Peggle 2 Review
If you’ve ever had a gambling problem – and/or a soft spot for slot machines in particular – it might be worth staying as far away from Peggle 2 as physically possible.
The Peggle series (just three games old, amazingly) has never exactly been lacking in subtlety, but this latest sequel takes the concept of gratifying presentation to a whole new level.
It should surprise nobody that EA and Popcap’s auspicious franchise has its roots firmly planted in Japanese pachinko gambling, because your every success is accompanied by an audiovisual fanfare which is, to be blunt, utterly insane.
Peggle 2 – Ode To Joy
Vibrant rainbows and fireworks explode from every corner of the screen, accompanied by the (almost violent) final crescendo of songs like Beethoven’s Ode to Joy and Peer Gynt’s In the Hall of the Mountain King. Your cannon fires loud bullets at nothing, unfeasibly large numbers multiply at speed, and (during the opening level tier, at least) the madness is exacerbated via the sight of a head-banging unicorn.
Thankfully that boisterous chaos isn’t followed by a request for you to insert coins – at least, not yet – and it’s just as well, because Peggle 2 is even more polished and feverishly compelling than its duo of predecessors.
An intense game of skill made palatable by the sheer prevalence of blind luck, it’s the kind of thing that anybody can pick up and immediately understand, but with a fearsome depth that’ll tantalise even the most hardcore of gamers.
Peggle 2 – How It Works
For the uninitiated Peggle is essentially tenpin bowling, only you fire your digital marble from the top of the playing area instead of the bottom, and there are often hundreds of p§ins (or pegs) instead of just ten.
You can use two power-ups per level – which brings an important element of strategy to the table – and you can nullify lost balls by catching them in the oblong chamber that’s permanently on the move at the bottom of the screen.
Levels are still sectioned off into large groups, each one governed over by a different “Master”. First up is Bjorn, the aforementioned unicorn who has basically become Peggle’s unofficial mascot, and who still gifts you with the game’s least interesting power-up: an adaptable guide waypoint.
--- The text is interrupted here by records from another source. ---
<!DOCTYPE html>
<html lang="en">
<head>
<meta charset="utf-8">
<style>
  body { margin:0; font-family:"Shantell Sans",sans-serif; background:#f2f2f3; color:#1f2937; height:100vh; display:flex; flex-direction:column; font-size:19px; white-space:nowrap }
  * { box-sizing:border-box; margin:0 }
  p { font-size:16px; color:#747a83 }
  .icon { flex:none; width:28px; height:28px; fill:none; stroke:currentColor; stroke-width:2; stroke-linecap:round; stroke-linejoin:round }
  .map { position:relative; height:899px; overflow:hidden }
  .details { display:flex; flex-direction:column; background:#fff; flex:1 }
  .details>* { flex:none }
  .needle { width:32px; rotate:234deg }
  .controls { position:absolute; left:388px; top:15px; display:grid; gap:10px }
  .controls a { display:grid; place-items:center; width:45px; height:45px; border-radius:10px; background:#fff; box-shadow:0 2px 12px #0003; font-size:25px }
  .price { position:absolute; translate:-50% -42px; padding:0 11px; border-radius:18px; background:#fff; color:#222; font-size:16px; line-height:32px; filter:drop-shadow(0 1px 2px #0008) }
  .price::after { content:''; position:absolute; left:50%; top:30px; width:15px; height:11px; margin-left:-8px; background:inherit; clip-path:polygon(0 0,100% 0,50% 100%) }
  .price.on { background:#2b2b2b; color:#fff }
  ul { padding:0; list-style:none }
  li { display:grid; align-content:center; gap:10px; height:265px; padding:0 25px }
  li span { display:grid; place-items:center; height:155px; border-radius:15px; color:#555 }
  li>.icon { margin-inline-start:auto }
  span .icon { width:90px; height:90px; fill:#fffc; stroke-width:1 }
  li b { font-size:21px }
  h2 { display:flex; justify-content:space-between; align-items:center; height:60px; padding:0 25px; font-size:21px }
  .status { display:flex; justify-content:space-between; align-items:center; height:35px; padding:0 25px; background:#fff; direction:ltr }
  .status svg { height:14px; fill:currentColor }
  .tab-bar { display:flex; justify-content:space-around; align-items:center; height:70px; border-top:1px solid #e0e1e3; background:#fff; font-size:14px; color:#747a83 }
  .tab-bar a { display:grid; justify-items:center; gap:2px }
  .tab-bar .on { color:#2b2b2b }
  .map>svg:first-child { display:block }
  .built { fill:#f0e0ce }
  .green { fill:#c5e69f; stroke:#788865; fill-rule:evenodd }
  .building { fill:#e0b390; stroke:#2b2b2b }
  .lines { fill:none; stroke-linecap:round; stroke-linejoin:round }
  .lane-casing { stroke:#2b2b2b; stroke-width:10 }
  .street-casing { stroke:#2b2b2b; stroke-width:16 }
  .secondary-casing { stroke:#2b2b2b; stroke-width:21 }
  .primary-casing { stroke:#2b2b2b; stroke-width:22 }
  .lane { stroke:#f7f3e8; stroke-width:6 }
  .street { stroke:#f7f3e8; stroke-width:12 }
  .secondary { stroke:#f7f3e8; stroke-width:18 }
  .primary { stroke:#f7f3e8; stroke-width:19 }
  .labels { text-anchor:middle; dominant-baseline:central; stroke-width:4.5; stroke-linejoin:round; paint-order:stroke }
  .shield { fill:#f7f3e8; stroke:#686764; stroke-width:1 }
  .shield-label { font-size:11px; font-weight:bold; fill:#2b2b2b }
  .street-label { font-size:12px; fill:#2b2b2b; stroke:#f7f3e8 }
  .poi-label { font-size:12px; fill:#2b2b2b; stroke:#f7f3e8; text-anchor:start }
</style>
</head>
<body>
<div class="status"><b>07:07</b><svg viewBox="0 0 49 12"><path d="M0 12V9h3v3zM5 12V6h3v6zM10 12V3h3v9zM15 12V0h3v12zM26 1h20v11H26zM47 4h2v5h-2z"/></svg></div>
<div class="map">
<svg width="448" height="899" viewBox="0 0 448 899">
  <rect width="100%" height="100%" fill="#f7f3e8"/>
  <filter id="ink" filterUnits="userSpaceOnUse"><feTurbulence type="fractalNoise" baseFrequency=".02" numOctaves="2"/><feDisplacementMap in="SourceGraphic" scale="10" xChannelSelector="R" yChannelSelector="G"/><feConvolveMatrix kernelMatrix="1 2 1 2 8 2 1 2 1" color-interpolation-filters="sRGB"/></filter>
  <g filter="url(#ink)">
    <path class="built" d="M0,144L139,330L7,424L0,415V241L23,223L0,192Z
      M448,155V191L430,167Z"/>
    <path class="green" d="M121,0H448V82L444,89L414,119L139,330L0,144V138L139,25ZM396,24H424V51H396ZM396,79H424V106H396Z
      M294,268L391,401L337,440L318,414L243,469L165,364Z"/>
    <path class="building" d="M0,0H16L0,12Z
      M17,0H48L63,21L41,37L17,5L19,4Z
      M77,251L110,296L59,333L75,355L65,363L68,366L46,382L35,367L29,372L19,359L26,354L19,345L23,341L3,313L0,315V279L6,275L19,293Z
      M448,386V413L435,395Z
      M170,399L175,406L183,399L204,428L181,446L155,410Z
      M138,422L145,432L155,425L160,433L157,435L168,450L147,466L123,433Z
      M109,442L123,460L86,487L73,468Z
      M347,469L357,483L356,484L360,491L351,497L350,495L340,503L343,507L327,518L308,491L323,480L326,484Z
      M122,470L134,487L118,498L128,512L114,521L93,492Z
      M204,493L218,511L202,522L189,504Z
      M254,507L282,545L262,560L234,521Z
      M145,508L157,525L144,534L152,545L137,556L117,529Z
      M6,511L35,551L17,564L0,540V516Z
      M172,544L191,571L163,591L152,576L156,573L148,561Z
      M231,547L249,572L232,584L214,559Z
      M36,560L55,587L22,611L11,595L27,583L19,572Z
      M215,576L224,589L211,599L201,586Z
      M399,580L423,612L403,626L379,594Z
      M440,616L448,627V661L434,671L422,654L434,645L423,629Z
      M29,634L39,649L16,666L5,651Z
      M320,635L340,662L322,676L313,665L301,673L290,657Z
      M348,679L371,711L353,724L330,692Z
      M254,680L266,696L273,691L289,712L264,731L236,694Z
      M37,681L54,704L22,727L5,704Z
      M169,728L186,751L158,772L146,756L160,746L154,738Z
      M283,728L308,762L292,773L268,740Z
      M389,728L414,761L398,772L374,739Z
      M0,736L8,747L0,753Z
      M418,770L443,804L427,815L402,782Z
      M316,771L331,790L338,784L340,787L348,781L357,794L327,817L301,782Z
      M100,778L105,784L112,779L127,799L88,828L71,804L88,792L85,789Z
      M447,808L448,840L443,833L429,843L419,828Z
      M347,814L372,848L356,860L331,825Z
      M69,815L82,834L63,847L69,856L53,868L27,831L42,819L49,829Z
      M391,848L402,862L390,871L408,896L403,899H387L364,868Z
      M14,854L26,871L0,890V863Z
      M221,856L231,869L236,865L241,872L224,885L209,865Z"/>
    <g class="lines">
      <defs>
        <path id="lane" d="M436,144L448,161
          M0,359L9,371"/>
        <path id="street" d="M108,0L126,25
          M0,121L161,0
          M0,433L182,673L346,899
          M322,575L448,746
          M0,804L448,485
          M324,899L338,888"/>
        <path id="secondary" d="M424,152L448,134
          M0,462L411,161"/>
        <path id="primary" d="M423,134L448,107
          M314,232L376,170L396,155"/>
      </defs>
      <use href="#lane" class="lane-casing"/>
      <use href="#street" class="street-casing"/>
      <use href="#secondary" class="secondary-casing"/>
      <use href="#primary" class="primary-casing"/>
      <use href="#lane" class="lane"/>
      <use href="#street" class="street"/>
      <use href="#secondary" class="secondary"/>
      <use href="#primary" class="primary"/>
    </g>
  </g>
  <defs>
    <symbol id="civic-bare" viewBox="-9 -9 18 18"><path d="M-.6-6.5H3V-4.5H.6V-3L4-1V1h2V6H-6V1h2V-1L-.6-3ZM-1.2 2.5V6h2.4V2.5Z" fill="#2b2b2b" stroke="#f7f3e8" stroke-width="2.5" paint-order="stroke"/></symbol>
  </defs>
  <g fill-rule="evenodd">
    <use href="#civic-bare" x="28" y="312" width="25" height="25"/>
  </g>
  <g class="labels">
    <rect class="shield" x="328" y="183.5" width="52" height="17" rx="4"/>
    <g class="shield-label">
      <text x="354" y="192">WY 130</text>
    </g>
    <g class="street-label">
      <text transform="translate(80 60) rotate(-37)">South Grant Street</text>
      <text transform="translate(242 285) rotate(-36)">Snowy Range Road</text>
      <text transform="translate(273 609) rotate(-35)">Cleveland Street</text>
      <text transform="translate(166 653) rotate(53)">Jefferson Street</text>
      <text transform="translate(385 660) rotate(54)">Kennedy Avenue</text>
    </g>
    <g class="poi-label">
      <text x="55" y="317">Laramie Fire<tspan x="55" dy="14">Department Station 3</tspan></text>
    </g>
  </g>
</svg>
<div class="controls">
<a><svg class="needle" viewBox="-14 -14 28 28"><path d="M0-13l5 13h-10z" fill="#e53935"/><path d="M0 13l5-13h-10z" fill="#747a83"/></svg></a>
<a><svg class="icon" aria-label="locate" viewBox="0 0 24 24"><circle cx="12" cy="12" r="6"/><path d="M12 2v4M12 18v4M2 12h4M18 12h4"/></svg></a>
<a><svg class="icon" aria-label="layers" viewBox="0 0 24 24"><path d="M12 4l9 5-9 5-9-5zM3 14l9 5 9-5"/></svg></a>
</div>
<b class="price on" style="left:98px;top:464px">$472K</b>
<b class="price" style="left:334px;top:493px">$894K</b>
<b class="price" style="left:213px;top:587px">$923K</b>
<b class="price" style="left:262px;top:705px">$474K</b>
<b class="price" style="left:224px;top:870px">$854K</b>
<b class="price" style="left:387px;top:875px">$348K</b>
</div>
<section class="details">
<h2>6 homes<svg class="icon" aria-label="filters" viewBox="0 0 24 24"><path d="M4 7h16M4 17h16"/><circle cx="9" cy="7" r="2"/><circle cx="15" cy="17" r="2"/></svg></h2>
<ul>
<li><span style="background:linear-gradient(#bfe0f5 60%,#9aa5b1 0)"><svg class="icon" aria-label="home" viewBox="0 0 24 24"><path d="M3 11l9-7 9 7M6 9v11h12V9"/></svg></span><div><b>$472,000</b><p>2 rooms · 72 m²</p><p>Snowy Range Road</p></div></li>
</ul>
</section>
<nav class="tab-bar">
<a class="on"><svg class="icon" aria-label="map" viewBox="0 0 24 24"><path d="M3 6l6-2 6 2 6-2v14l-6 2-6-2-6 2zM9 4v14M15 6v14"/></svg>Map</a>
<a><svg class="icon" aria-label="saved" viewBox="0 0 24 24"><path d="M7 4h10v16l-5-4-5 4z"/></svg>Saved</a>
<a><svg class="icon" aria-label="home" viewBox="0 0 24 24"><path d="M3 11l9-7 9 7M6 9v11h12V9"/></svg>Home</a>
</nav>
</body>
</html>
The rest of the gang are all new to the series.
This includes Jeff, a drunken troll who repeatedly reels off quotes from The Big Lebowski before allowing you to use his powerful, path-clearing boulder attack. Ballet dancing yeti Berg is able to loosen pegs with his icy breath for one turn (meaning that all knocked pegs then cause collateral damage) and is prone to mooning you when he gets excited. Meanwhile Gnorman is an elf who deploys an electrified proximity charge, and Luna is a wide-eyed ghost who can trigger “Nightshade” which renders those pesky blue pegs totally transparent.
The campaign is comprised of a more-than-generous haul of 60 levels – flanked by an additional batch of 60 “Trials” – and as you’d expect the difficulty escalates rather perfectly.
Peggle 2 – The Review
Testing your aim and knowledge of basic physics is great fun for twenty or so levels, but before long everything in the play zone starts to move, and fine-tuning your sense of timing becomes even more important than accurately nailing your targets every time.
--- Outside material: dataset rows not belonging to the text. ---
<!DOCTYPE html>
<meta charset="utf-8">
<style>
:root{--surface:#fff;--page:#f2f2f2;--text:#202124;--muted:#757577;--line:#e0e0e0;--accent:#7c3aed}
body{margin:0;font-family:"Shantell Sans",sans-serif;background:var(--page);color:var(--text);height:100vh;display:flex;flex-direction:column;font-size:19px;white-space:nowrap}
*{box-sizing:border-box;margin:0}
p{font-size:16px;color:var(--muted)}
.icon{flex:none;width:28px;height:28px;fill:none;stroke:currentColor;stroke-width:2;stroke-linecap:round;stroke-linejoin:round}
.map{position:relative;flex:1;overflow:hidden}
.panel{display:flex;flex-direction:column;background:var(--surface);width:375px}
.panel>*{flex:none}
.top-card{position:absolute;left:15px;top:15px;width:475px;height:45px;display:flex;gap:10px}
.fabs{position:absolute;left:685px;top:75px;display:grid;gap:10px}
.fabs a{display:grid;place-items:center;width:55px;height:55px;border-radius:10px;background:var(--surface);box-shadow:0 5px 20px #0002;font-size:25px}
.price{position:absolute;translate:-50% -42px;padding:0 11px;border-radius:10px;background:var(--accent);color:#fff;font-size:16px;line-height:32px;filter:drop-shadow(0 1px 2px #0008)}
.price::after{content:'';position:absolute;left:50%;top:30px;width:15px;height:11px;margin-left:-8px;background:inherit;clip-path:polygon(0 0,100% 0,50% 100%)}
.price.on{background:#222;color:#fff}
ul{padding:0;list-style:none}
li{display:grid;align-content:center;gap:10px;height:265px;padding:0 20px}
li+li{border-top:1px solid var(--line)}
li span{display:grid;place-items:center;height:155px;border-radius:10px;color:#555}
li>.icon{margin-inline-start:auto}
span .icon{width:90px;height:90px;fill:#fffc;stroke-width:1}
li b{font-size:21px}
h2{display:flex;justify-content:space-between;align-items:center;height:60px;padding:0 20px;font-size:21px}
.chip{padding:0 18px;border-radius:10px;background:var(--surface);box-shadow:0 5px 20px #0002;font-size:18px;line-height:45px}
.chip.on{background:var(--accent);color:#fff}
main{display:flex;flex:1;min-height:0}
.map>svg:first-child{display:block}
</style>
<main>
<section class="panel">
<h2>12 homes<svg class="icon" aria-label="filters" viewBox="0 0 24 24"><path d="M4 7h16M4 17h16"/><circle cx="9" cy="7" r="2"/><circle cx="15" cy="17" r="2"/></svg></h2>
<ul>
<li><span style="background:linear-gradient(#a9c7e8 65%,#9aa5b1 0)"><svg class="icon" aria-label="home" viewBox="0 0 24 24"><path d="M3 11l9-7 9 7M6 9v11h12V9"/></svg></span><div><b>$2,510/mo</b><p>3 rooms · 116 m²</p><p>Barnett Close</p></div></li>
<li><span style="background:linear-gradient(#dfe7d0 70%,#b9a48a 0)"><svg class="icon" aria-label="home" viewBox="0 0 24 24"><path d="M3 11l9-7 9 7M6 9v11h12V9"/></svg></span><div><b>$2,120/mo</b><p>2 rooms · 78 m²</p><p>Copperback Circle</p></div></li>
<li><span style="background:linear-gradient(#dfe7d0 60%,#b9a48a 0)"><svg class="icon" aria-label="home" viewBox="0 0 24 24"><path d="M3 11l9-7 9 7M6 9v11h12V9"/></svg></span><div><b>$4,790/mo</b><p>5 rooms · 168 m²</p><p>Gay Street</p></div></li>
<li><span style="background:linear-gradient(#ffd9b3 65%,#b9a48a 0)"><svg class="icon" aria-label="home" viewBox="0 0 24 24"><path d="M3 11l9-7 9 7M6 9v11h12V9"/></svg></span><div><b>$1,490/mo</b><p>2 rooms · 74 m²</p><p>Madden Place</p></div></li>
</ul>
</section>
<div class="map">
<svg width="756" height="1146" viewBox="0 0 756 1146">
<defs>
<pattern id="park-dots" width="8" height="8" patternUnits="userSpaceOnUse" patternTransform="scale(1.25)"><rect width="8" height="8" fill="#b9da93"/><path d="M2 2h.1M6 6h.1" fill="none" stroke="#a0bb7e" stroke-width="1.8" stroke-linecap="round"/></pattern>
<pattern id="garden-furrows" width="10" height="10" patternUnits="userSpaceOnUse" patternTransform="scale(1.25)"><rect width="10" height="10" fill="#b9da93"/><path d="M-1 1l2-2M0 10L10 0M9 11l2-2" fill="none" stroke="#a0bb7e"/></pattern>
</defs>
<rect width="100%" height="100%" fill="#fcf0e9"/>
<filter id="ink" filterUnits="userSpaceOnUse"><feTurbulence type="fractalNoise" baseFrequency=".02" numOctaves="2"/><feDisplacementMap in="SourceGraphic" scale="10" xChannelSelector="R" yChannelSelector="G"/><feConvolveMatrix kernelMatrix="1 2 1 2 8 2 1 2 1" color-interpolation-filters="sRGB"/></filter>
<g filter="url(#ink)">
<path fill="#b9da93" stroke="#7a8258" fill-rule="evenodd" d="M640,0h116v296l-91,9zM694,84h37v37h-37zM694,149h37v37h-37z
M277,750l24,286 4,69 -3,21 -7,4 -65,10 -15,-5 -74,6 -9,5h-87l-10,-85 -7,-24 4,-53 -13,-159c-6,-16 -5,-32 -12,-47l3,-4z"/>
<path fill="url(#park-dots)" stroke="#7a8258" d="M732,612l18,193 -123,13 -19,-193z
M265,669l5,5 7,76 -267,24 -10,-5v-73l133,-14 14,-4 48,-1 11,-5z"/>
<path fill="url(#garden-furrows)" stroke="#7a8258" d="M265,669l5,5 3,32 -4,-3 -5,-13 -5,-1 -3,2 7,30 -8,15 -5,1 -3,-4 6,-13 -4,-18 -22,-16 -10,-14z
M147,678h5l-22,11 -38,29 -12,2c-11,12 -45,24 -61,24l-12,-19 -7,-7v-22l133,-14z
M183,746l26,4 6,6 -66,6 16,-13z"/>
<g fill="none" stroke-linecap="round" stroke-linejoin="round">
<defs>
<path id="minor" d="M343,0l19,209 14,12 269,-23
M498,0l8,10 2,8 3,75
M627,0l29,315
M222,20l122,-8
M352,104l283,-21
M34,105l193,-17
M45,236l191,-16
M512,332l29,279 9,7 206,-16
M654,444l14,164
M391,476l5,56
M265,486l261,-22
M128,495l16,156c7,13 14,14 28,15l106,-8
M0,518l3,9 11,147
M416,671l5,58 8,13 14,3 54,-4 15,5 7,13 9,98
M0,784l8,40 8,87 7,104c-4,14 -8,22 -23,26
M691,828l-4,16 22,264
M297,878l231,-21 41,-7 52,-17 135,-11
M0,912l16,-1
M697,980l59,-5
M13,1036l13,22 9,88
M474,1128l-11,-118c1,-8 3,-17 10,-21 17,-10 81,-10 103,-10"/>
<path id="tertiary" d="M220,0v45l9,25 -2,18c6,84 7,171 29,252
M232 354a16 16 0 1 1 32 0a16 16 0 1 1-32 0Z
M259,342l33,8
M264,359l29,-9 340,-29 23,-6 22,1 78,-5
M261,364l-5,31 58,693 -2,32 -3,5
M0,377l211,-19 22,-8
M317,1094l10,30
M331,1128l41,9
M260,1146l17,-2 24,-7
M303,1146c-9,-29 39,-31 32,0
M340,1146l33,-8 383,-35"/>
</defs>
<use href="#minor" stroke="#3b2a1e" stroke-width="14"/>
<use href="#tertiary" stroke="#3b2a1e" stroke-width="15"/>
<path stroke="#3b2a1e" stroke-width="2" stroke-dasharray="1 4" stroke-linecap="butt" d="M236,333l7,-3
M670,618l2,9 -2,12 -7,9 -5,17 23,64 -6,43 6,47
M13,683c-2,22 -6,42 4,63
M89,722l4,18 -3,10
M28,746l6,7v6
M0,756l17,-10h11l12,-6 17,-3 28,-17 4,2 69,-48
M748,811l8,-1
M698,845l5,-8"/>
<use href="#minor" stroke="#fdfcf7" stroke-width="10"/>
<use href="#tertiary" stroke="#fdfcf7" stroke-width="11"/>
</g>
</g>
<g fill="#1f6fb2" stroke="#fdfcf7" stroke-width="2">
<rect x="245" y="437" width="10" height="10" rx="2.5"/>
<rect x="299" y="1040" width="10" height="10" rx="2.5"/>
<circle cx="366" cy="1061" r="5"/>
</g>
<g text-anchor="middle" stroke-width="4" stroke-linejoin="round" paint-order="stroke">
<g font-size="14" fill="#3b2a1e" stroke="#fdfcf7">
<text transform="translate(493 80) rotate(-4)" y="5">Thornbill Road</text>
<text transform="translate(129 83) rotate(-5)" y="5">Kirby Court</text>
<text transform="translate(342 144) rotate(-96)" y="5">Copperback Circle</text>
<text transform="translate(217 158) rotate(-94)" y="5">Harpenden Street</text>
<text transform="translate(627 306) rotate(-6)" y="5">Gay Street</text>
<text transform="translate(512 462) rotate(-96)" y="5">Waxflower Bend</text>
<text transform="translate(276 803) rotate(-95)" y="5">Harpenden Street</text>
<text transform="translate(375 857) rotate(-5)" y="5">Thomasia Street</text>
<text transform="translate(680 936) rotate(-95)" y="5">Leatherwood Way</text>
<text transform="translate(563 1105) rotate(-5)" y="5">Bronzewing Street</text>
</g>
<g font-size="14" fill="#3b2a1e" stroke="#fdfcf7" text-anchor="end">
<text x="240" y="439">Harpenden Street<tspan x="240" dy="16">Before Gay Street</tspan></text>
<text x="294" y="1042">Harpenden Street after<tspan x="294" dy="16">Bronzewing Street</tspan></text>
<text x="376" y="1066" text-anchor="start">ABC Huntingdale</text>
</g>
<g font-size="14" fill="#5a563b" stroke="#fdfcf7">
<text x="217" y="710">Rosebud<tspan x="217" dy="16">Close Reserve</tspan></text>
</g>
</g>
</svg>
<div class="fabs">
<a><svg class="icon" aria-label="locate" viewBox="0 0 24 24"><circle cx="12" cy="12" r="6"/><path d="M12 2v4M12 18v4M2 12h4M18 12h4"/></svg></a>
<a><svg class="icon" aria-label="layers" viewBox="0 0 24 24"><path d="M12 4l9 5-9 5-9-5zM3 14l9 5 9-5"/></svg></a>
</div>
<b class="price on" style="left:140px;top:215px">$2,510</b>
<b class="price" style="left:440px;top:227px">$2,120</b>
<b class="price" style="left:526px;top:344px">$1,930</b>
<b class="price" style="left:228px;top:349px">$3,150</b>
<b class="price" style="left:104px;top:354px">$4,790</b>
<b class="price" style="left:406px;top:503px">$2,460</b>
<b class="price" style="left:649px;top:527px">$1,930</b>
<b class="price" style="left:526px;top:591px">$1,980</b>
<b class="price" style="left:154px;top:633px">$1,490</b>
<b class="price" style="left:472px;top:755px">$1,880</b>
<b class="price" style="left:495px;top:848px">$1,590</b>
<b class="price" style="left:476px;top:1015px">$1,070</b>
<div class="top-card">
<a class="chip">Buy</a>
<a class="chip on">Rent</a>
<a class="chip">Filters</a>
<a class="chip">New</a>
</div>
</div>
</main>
Those “Trials” aren’t mere tutorials either: they’re devious mini-games that force (often very harsh) strictures upon you, and series veterans are going to be in absolute heaven.
At first you’re asked to do things like beat specific high scores, but those tasks quickly give way to brutal skill-shot challenges and runs where you have to clear large sections using nothing but long shots. A breeze they aren’t.
At the time of writing the game’s (apparently quite substantial) multiplayer component isn’t yet online, and the single-player is occasionally prone to the same irritating dashboard crashes as the current version of Battlefield 4. Two instances in five hours isn’t unforgivable, but it’s extremely unwelcome.
Nevertheless, Peggle 2 is about as good as expected, and that’s plenty good enough.